Ingredients:
- 2 cups dried pinto beans (400g)
- 6 cups water (1.5 liters)
- 4 slices of thick-cut bacon (120g)
- 1 medium onion, diced
- 2 cloves garlic, minced
- 1 cup barbecue sauce (240ml)
- 1/4 cup brown sugar (50g)
- 2 tablespoons apple cider vinegar
- 1 teaspoon smoked paprika
- 1/2 teaspoon cayenne pepper (optional)
- 1 tablespoon Worcestershire sauce
- Fresh parsley, chopped (for serving)
Instructions:
- Rinse the dried pinto beans under cold water and soak them in 6 cups of water for at least 10 minutes or overnight for best results.
- In a large frying pan, cook bacon over medium heat until crispy. Remove and chop; set aside.
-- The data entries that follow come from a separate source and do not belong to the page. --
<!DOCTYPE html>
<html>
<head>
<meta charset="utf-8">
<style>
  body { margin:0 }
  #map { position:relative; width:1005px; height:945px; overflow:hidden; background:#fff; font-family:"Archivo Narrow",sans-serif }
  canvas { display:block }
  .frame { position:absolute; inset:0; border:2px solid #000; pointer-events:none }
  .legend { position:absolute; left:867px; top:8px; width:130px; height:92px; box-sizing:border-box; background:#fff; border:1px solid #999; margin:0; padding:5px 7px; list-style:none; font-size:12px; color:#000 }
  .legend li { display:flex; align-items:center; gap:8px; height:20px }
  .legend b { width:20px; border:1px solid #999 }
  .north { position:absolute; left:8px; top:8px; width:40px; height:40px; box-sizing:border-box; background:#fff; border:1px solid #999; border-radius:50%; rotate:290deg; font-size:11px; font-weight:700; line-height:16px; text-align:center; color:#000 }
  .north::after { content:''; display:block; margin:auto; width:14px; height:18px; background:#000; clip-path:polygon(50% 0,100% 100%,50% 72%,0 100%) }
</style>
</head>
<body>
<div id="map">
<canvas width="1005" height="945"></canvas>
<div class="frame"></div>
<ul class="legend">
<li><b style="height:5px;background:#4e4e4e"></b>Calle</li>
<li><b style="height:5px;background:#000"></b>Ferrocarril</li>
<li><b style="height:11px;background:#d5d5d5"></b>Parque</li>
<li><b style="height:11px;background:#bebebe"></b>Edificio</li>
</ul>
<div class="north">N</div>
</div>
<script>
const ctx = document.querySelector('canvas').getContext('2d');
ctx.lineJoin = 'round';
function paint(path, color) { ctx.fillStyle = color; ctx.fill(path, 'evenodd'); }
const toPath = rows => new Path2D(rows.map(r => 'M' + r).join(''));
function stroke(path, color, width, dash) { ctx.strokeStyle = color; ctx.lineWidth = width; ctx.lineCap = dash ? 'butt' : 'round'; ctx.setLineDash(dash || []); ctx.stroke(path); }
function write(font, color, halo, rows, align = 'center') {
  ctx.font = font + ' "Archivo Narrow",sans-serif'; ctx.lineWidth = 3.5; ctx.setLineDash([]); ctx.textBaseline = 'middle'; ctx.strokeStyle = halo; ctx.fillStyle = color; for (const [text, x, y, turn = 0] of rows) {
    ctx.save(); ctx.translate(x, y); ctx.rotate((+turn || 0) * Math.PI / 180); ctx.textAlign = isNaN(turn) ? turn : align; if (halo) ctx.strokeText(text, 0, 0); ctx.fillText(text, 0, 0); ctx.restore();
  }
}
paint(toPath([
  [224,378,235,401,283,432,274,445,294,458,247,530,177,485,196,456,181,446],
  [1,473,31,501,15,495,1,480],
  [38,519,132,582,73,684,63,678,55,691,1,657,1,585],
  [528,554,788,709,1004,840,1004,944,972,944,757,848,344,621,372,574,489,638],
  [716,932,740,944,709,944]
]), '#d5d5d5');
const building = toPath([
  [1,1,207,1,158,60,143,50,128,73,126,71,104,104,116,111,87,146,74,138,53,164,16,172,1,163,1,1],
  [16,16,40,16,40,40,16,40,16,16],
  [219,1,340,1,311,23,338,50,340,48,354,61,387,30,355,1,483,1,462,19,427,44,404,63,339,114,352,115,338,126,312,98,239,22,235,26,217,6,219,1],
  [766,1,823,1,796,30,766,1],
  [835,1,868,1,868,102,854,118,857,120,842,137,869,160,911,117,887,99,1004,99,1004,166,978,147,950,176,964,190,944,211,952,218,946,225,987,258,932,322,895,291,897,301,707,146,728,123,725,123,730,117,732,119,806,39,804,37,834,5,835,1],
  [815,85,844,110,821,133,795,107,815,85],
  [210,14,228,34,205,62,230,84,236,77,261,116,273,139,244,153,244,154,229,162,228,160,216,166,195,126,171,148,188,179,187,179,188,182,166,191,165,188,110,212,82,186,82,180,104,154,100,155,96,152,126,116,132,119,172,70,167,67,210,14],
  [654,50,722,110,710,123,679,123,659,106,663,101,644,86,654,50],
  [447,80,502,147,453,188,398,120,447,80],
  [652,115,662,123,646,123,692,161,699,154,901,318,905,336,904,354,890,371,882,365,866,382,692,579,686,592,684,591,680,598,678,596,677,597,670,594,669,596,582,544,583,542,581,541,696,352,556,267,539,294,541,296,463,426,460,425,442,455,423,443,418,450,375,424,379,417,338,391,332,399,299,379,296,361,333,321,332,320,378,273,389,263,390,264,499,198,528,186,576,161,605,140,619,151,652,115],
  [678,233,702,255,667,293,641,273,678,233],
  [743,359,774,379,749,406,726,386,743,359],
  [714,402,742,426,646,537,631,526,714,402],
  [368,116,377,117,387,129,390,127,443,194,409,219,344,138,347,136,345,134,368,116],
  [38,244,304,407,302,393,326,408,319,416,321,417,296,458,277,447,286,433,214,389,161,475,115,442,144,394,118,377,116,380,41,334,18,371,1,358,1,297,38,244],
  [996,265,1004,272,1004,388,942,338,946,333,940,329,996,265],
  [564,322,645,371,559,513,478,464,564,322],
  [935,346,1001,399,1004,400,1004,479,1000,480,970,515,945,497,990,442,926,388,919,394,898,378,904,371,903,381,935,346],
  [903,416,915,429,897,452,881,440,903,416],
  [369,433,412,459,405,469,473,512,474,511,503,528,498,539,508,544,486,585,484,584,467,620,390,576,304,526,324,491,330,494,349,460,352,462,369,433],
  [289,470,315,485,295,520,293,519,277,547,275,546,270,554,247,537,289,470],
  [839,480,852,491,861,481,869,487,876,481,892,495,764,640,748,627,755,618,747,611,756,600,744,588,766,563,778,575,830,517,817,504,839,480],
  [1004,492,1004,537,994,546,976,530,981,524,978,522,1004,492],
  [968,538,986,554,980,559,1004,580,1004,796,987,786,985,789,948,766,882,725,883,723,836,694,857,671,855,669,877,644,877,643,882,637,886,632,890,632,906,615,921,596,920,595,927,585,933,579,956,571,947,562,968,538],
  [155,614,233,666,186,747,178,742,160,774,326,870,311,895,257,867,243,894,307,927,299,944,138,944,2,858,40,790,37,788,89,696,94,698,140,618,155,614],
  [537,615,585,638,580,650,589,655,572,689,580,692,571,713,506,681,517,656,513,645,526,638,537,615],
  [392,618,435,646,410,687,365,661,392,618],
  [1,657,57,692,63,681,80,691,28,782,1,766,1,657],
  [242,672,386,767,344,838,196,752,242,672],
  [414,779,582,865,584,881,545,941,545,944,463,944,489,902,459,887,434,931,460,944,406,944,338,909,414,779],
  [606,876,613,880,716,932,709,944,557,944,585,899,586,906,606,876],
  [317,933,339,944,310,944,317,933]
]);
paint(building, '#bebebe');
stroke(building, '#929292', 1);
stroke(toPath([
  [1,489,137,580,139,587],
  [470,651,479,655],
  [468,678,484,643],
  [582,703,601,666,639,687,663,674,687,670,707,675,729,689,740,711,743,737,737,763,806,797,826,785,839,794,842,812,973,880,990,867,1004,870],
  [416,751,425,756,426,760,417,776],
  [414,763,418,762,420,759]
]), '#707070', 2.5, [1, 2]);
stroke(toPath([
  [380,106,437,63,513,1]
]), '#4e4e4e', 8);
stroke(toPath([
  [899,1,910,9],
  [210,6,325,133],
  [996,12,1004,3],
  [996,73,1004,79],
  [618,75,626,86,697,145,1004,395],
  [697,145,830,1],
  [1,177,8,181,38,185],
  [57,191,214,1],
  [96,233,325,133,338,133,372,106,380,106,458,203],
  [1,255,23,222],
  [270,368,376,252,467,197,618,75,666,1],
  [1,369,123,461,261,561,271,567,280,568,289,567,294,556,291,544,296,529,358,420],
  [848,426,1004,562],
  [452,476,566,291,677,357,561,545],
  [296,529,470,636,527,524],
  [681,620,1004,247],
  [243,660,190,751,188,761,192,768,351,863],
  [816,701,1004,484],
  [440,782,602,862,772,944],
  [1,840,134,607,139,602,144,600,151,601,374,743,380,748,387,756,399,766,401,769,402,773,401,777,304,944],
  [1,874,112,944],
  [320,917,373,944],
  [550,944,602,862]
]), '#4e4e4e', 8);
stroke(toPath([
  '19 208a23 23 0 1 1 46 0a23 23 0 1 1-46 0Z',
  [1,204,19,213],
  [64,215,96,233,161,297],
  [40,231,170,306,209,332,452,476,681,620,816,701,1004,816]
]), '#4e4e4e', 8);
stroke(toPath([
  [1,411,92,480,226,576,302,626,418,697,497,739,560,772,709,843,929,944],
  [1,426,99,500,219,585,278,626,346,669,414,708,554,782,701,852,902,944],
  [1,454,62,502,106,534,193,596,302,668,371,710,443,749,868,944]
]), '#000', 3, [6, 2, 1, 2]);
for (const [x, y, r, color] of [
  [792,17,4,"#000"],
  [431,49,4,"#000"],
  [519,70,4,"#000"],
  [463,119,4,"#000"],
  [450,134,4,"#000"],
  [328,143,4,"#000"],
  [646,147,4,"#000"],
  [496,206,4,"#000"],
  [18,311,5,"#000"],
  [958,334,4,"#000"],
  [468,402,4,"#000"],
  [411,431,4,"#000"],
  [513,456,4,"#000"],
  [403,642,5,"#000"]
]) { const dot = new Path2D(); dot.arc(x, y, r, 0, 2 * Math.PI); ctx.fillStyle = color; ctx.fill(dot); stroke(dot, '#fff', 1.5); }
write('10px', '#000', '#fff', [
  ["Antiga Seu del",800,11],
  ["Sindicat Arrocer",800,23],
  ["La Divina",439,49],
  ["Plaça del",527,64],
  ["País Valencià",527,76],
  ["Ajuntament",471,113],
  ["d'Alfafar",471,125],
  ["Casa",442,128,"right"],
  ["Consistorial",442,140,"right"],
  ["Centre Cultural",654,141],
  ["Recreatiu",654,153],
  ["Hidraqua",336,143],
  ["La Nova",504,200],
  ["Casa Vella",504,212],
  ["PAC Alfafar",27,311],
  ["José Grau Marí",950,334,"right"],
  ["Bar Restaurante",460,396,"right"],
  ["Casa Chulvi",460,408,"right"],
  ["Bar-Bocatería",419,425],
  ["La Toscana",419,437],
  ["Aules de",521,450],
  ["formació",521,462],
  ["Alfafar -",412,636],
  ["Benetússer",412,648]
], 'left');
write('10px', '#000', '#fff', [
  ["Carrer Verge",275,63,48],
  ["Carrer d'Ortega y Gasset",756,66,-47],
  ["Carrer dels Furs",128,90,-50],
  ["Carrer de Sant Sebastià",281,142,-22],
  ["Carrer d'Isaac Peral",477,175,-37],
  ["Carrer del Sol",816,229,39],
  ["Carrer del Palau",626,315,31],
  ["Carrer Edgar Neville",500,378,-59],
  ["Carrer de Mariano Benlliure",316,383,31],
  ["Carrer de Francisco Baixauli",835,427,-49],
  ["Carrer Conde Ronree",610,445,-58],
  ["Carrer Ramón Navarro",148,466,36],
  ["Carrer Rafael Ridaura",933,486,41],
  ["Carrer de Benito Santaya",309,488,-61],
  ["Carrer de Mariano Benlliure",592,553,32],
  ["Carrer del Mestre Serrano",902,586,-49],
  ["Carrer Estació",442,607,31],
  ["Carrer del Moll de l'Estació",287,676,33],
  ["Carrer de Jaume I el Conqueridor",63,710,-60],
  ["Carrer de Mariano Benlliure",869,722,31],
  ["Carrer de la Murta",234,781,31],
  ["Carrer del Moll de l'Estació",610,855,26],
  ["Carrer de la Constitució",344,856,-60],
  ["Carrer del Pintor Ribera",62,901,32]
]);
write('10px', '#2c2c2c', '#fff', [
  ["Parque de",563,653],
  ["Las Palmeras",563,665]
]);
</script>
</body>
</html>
- In the same pan, sauté diced onions until translucent. Add minced garlic and stir until fragrant (about 1 minute).
- In a large pot, combine drained beans, sautéed onions, garlic, bacon, barbecue sauce, brown sugar, apple cider vinegar, smoked paprika, cayenne pepper (if using), and Worcestershire sauce.
- Add enough water to cover the mixture, bring to a boil, then reduce heat and simmer uncovered for about 1.5 to 2 hours, stirring occasionally.
- Once the beans are tender, taste and adjust seasonings as necessary.
- Garnish with chopped parsley before serving.